ASSIGNMENT: Your task is to copy each line in the listing that includes the word "center".

*** PROVIDED INFORMATION Section Begins ***

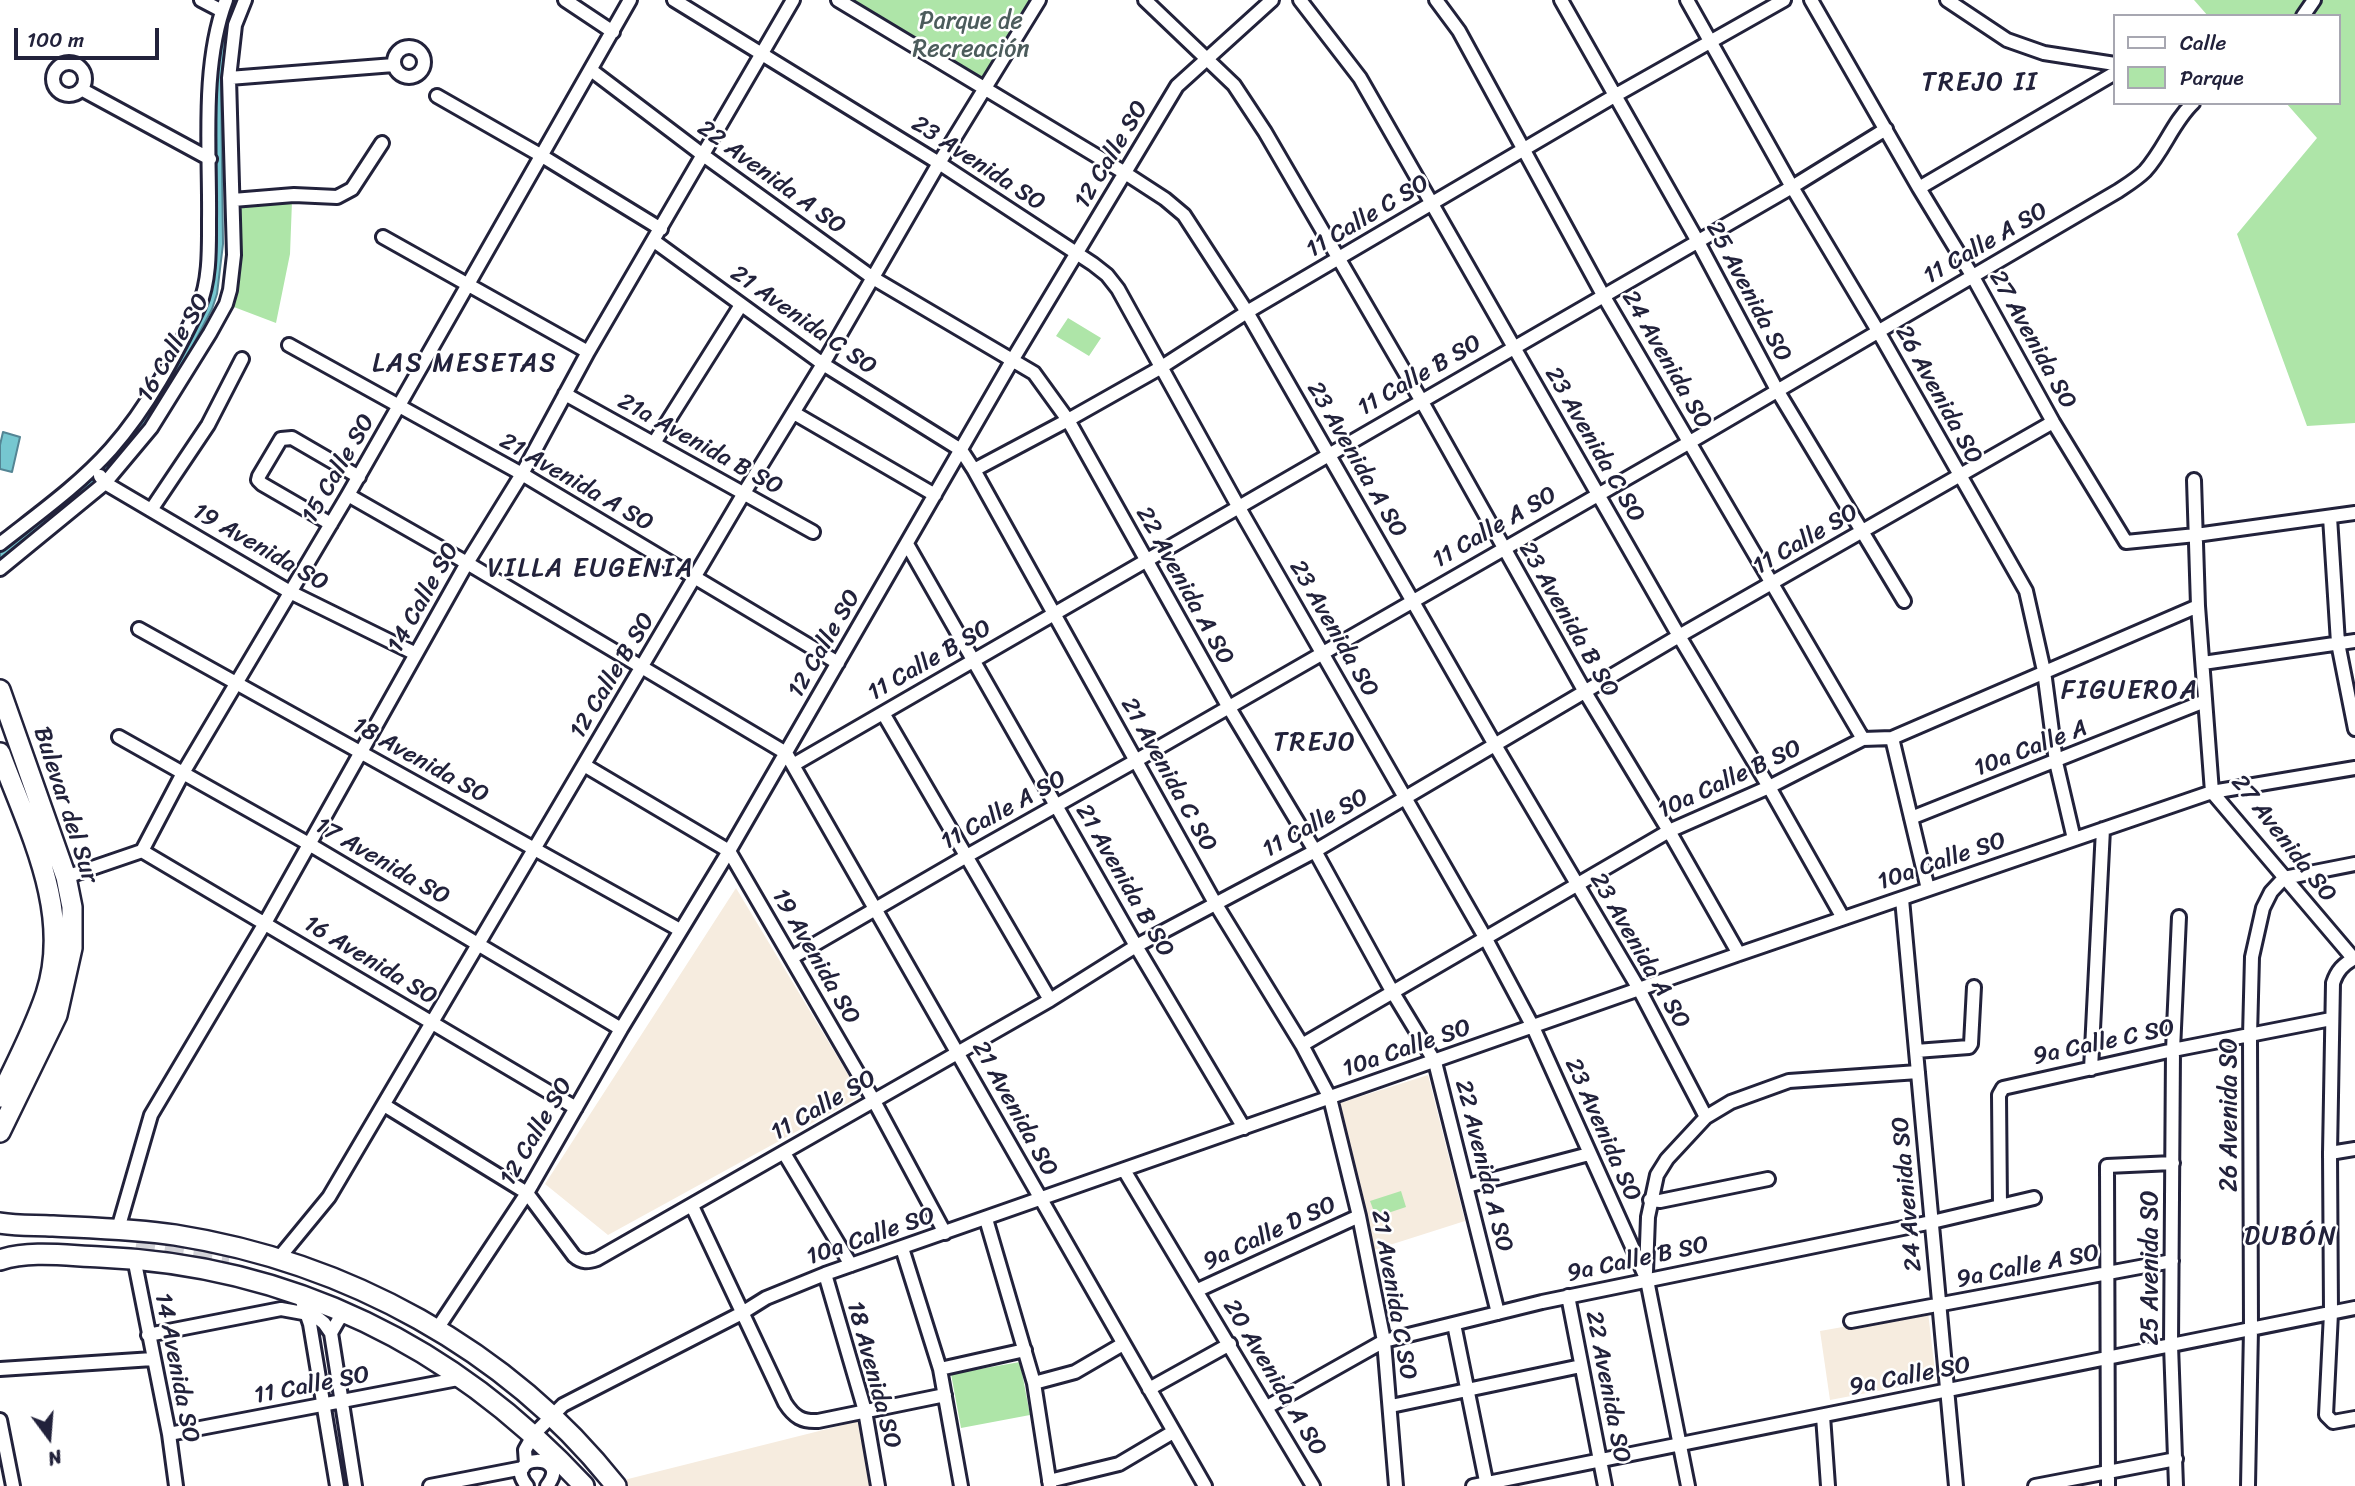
<!DOCTYPE html>
<html>
<head>
<meta charset="utf-8">
<style>
	body { margin:0 }
	#map { position:relative; width:2355px; height:1486px; overflow:hidden; background:#fff; font-family:Sriracha,sans-serif }
	canvas { display:block }
	.legend { position:absolute; left:2113px; top:14px; width:228px; height:91px; box-sizing:border-box; background:#fff; border:2px solid #a7a7b1; margin:0; padding:9px 12px; list-style:none; font-size:21px; color:#22223b }
	.legend li { display:flex; align-items:center; gap:14px; height:35px }
	.legend b { width:35px; border:2px solid #a7a7b1 }
	.north { position:absolute; left:14px; top:1402px; width:70px; height:70px; -webkit-text-stroke:5px #fff; paint-order:stroke; rotate:164deg; font-size:19px; font-weight:700; line-height:28px; text-align:center; color:#22223b }
	.north::after { content:''; display:block; margin:auto; width:24px; height:32px; background:#22223b; clip-path:polygon(50% 0,100% 100%,50% 72%,0 100%) }
	.scale { position:absolute; left:14px; top:28px; width:145px; height:32px; box-sizing:border-box; border:4px solid #22223b; border-top:0; padding-left:9px; font-size:21px; line-height:24px; white-space:nowrap; color:#22223b; -webkit-text-stroke:5px #fff; paint-order:stroke }
</style>
</head>
<body>
<div id="map">
<canvas width="2355" height="1486"></canvas>
<ul class="legend">
<li><b style="height:9px;background:#fff"></b>Calle</li>
<li><b style="height:19px;background:#aee5a8"></b>Parque</li>
</ul>
<div class="north">N</div>
<div class="scale">100 m</div>
</div>
<script>
const context = document.querySelector('canvas').getContext('2d');
context.lineJoin = 'round';
function fillPath(path, color) { context.fillStyle = color; context.fill(path, 'evenodd'); }
function trace(path, color, width, dash) { context.strokeStyle = color; context.lineWidth = width; context.lineCap = dash ? 'butt' : 'round'; context.setLineDash(dash || []); context.stroke(path); }
function label(font, color, halo, rows, align = 'center') {
  context.font = font + ' Sriracha,sans-serif'; context.lineWidth = 5; context.setLineDash([]); context.textBaseline = 'middle'; context.strokeStyle = halo; context.fillStyle = color; for (const [text, x, y, turn = 0] of rows) {
    context.save(); context.translate(x, y); context.rotate((+turn || 0) * Math.PI / 180); context.textAlign = isNaN(turn) ? turn : align; if (halo) context.strokeText(text, 0, 0); context.fillText(text, 0, 0); context.restore();
  }
}
fillPath(new Path2D(`
	M 736,888 L 861,1096 L 608,1235 L 545,1184 Z
	M 1428,1075 L 1465,1221 L 1374,1250 L 1340,1103 Z
	M 1928,1312 L 1936,1380 L 1830,1400 L 1820,1331 Z
	M 859,1421 L 870,1486 L 628,1486 L 624,1480 Z`), '#f6ecdf');
fillPath(new Path2D(`
	M 843,0 L 1035,0 L 983,84 Z
	M 2194,0 L 2355,0 L 2355,423 L 2307,426 L 2237,234 L 2317,138 L 2286,103 L 2339,103 L 2339,16 L 2208,16 Z
	M 292,201 L 290,254 L 276,323 L 226,304 L 230,206 Z
	M 1068,318 L 1101,338 L 1089,356 L 1056,336 Z
	M 1401,1191 L 1406,1207 L 1376,1217 L 1370,1201 Z
	M 1020,1362 L 1030,1415 L 961,1428 L 951,1374 Z`), '#aee5a8');
const water = new Path2D(`
	M 233,0 L 240,0 L 227,32 L 221,80 L 223,244 L 217,294 L 212,309 C 186,357 163,411 126,452 C 89,493 42,526 0,561 L 0,553 C 44,516 94,482 129,437 C 160,398 182,350 206,307 L 211,291 L 217,243 L 216,79 L 222,29 Z
	M 3,432 L 20,437 L 12,472 L 0,469 L 0,445 Z`);
fillPath(water, '#76c7d0');
trace(water, '#548594', 2);
trace(new Path2D(`
	M 136,1245 L 229,1260`), '#d3d3d8', 19, [19, 10]);
const minor = new Path2D(`
	M 201,0 L 222,11
	M 565,0 L 613,32
	M 674,0 L 939,163 L 1093,264 L 1107,275 L 1118,289 L 1238,506 L 1486,939 L 1533,1027 L 1647,1280 L 1688,1486
	M 838,0 L 1125,173 L 1165,199 L 1184,215 L 1247,312 L 1495,745 L 1639,989 L 1706,1117
	M 1145,0 L 1234,85 L 1265,132 L 1421,400 L 1585,692 L 1669,831 L 1739,954
	M 1300,0 L 1360,78 L 1679,636 L 1769,787 L 1843,918
	M 1436,0 L 1459,31 L 1603,295 L 1863,739
	M 1561,0 L 1697,240 L 1777,390 L 1904,601
	M 1687,0 L 1792,187 L 1878,331 L 2026,591 L 2044,671 L 2056,762 L 2074,839
	M 1811,0 L 1919,188 L 1973,277 L 2053,422 L 2126,542 L 2196,535 L 2355,513
	M 1947,0 L 2007,40 L 2044,53 L 2115,64
	M 2303,16 L 2314,0
	M394 62a15 15 0 1 1 30 0a15 15 0 1 1-30 0Z
	M53 79a16 16 0 1 1 32 0a16 16 0 1 1-32 0Z
	M 591,70 L 703,155 L 873,278 L 1034,373 L 1068,420 L 1228,706 L 1315,851 L 1392,991 L 1435,1062 L 1498,1313
	M 229,78 L 394,65
	M 81,89 L 210,159
	M 437,96 L 542,156 L 661,229
	M 1919,188 L 2115,73
	M 233,200 L 294,195 L 337,197 L 352,189 L 382,143
	M 383,237 L 588,352
	M 654,241 L 823,364 L 961,450 L 974,470 L 1215,903 L 1302,1045 L 1330,1098 L 1359,1216 L 1384,1341 L 1396,1486
	M 289,345 L 522,474 L 838,663
	M 565,394 L 813,532
	M 794,413 L 935,495
	M 654,443 L 741,305
	M 974,470 L 1068,420 L 1160,368 L 1247,312 L 1616,95 L 1784,0
	M 100,476 L 105,483 L 290,592 L 416,654
	M 2194,480 L 2198,606 L 2212,792 L 2353,958
	M 348,495 L 467,563 L 786,753 L 1205,1486
	M 151,510 L 208,425 L 242,359
	M 2330,517 L 2338,643 L 2355,729
	M 331,524 L 262,484 L 258,480 L 259,476 L 281,439 L 292,438 L 359,477
	M 0,544 C 38,514 79,485 111,449 C 148,407 175,356 199,306 C 210,280 209,248 209,220 C 210,151 201,66 226,0
	M 907,544 L 1136,946 L 1244,1128
	M 0,569 L 105,483 L 151,428 L 210,333 L 226,304 L 230,290 L 234,255 L 229,78 L 235,25 L 245,0
	M 139,629 L 680,930
	M 2203,663 L 2355,641
	M 883,713 L 1050,1000
	M 119,737 L 309,844 L 621,1029
	M 1892,738 L 1928,889
	M 584,765 L 729,851 L 874,1101 L 945,1233
	M 793,765 L 1792,187 L 1886,129
	M 1911,818 L 2205,701
	M 142,851 L 576,1108
	M 66,877 L 142,851 L 183,773 L 348,495 L 630,0
	M 2284,878 L 2355,864
	M 1902,899 L 1956,1486
	M 791,958 L 965,857 L 1137,760 L 1690,442 L 2118,191 C 2127,185 2137,179 2145,171 C 2164,150 2173,122 2193,103
	M 2355,958 C 2343,964 2337,971 2333,983 L 2330,1153 L 2331,1313 L 2326,1415 L 2333,1422 L 2355,1418
	M 1302,1045 L 1669,831 L 1769,787 L 1863,739 L 1892,738 L 2198,606
	M 1916,1051 L 1969,1047 L 1971,1044 L 1974,987
	M 2091,1069 L 2103,829
	M 384,1105 L 527,1193 L 574,1256 C 582,1263 588,1262 597,1259 L 1050,1000 L 1136,946 L 1315,851 L 1679,636 L 2053,422
	M 784,1153 L 851,1265
	M 2330,1153 L 2355,1149
	M 1124,1170 L 1313,1486
	M 1467,1186 L 1589,1154
	M 1650,1200 L 1660,1201 L 1768,1179
	M 692,1206 L 785,1403 C 794,1417 802,1422 818,1421 L 945,1395
	M 2000,1206 L 1999,1095 L 2003,1088 L 2173,1050 L 2331,1019
	M 986,1219 L 1034,1383 L 1050,1486
	M 118,1229 L 151,1115 L 265,923 L 467,563 L 522,474 L 588,352 L 793,0
	M 902,1248 L 940,1369 L 961,1486
	M 134,1258 L 169,1434 L 176,1486
	M 278,1259 L 329,1197 L 744,493 L 823,364 L 939,163 L 1039,0
	M 1646,1272 L 1648,1217 L 1657,1175 L 1667,1159 L 1706,1117 L 1731,1102 L 1789,1081 L 1918,1072
	M 825,1274 L 865,1411 L 878,1486
	M 1198,1290 L 1359,1216
	M 300,1295 L 310,1324 L 337,1486
	M 1568,1296 L 1605,1486
	M 349,1314 L 339,1319 L 331,1333 L 355,1486
	M 1851,1321 L 2172,1261
	M 1454,1324 L 1487,1486
	M 437,1329 L 527,1193 L 621,1029 L 729,851 L 1013,359 L 1177,86 L 1272,0
	M 148,1335 L 281,1309 L 314,1315 L 324,1323 L 331,1333
	M 0,1369 L 153,1359
	M 940,1369 L 1025,1350
	M 1034,1383 L 1075,1372 L 1123,1344
	M 1149,1389 L 1230,1344
	M 1391,1406 L 1581,1366
	M 1267,1407 L 1384,1341 L 1542,1302 L 1932,1222 L 2034,1198
	M 1823,1416 L 1828,1486
	M 0,1420 L 13,1486
	M 169,1434 L 463,1378
	M 526,1464 L 525,1450 L 534,1434 L 563,1405 L 742,1313 L 766,1298 L 825,1274 L 1739,954 L 2212,792 L 2355,768
	M 1049,1481 L 1119,1464 L 1173,1432
	M 430,1486 L 523,1468
	M 527,1486 C 500,1453 574,1452 547,1486
	M 1473,1486 L 2355,1308
	M 2035,1486 L 2176,1459
	M 2108,1486 L 2107,1166 L 2173,1163
	M 2176,1486 L 2171,1345 L 2173,1050 L 2179,917
	M 2248,1486 L 2251,1329 L 2250,1036 L 2252,957 L 2263,908 L 2271,892 L 2284,878`);
const highway = new Path2D(`
	M 0,690 L 66,877 L 72,907 L 72,948 L 57,1015 L 0,1132
	M 0,753 C 28,829 73,912 46,994 C 34,1030 16,1064 0,1097
	M 0,1223 C 17,1226 35,1225 53,1226 C 93,1228 134,1229 175,1235 C 346,1262 508,1349 616,1486
	M 0,1260 C 31,1250 68,1256 100,1257 C 291,1265 455,1346 584,1486`);
trace(minor, '#22223b', 18);
trace(highway, '#22223b', 24);
trace(minor, '#fff', 12);
trace(highway, '#fff', 19);
label('24px', '#4c5c5c', '#fff', [
	["Parque de",971,22],
	["Recreación",971,50]
]);
label('24px', '#22223b', '#fff', [
	["12 Calle SO",1112,155,-59],
	["23 Avenida SO",978,164,33],
	["22 Avenida A SO",771,178,36],
	["11 Calle C SO",1368,217,-31],
	["11 Calle A SO",1986,244,-30],
	["25 Avenida SO",1748,292,62],
	["21 Avenida C SO",803,321,35],
	["27 Avenida SO",2032,340,61],
	["16 Calle SO",174,348,-60],
	["24 Avenida SO",1666,360,60],
	["11 Calle B SO",1420,376,-30],
	["26 Avenida SO",1938,395,61],
	["21a Avenida B SO",700,445,29],
	["23 Avenida C SO",1594,445,60],
	["23 Avenida A SO",1356,460,60],
	["15 Calle SO",339,469,-60],
	["21 Avenida A SO",576,483,30],
	["11 Calle A SO",1495,528,-30],
	["11 Calle SO",1806,540,-30],
	["19 Avenida SO",260,548,30],
	["22 Avenida A SO",1184,586,61],
	["14 Calle SO",424,598,-61],
	["23 Avenida B SO",1568,620,60],
	["23 Avenida SO",1333,629,60],
	["12 Calle SO",825,644,-60],
	["11 Calle B SO",930,661,-30],
	["12 Calle B SO",613,676,-59],
	["10a Calle A",2031,749,-21],
	["18 Avenida SO",420,761,29],
	["21 Avenida C SO",1168,775,61],
	["10a Calle B SO",1730,780,-25],
	["Bulevar del Sur",65,805,72],
	["11 Calle A SO",1004,811,-29],
	["11 Calle SO",1316,824,-29],
	["27 Avenida SO",2283,839,52],
	["17 Avenida SO",382,862,30],
	["10a Calle SO",1942,862,-19],
	["21 Avenida B SO",1124,881,60],
	["23 Avenida A SO",1639,951,60],
	["19 Avenida SO",815,957,60],
	["16 Avenida SO",370,961,31],
	["9a Calle C SO",2104,1043,-12],
	["10a Calle SO",1407,1049,-19],
	["11 Calle SO",824,1106,-30],
	["21 Avenida SO",1014,1109,61],
	["26 Avenida SO",2230,1115,-90],
	["23 Avenida SO",1602,1130,66],
	["12 Calle SO",537,1132,-60],
	["22 Avenida A SO",1483,1166,76],
	["24 Avenida SO",1908,1194,-95],
	["9a Calle D SO",1270,1234,-25],
	["10a Calle SO",871,1237,-19],
	["9a Calle B SO",1638,1260,-12],
	["9a Calle A SO",2028,1267,-11],
	["25 Avenida SO",2151,1268,-90],
	["21 Avenida C SO",1393,1295,80],
	["14 Avenida SO",176,1368,79],
	["18 Avenida SO",873,1375,75],
	["9a Calle SO",1910,1377,-11],
	["20 Avenida A SO",1274,1378,59],
	["11 Calle SO",312,1386,-11],
	["22 Avenida SO",1607,1387,79]
]);
context.letterSpacing = '2px';
label('26px', '#22223b', '#fff', [
	["TREJO II",1980,83],
	["LAS MESETAS",465,364],
	["VILLA EUGENIA",591,569],
	["FIGUEROA",2130,691],
	["TREJO",1315,743],
	["DUBÓN",2291,1237]
]);
context.letterSpacing = '0px';
</script>
</body>
</html>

*** PROVIDED INFORMATION Section Ends ***

SOLUTION TO THIS PROBLEM:
	.legend li { display:flex; align-items:center; gap:14px; height:35px }
	.north { position:absolute; left:14px; top:1402px; width:70px; height:70px; -webkit-text-stroke:5px #fff; paint-order:stroke; rotate:164deg; font-size:19px; font-weight:700; line-height:28px; text-align:center; color:#22223b }
function label(font, color, halo, rows, align = 'center') {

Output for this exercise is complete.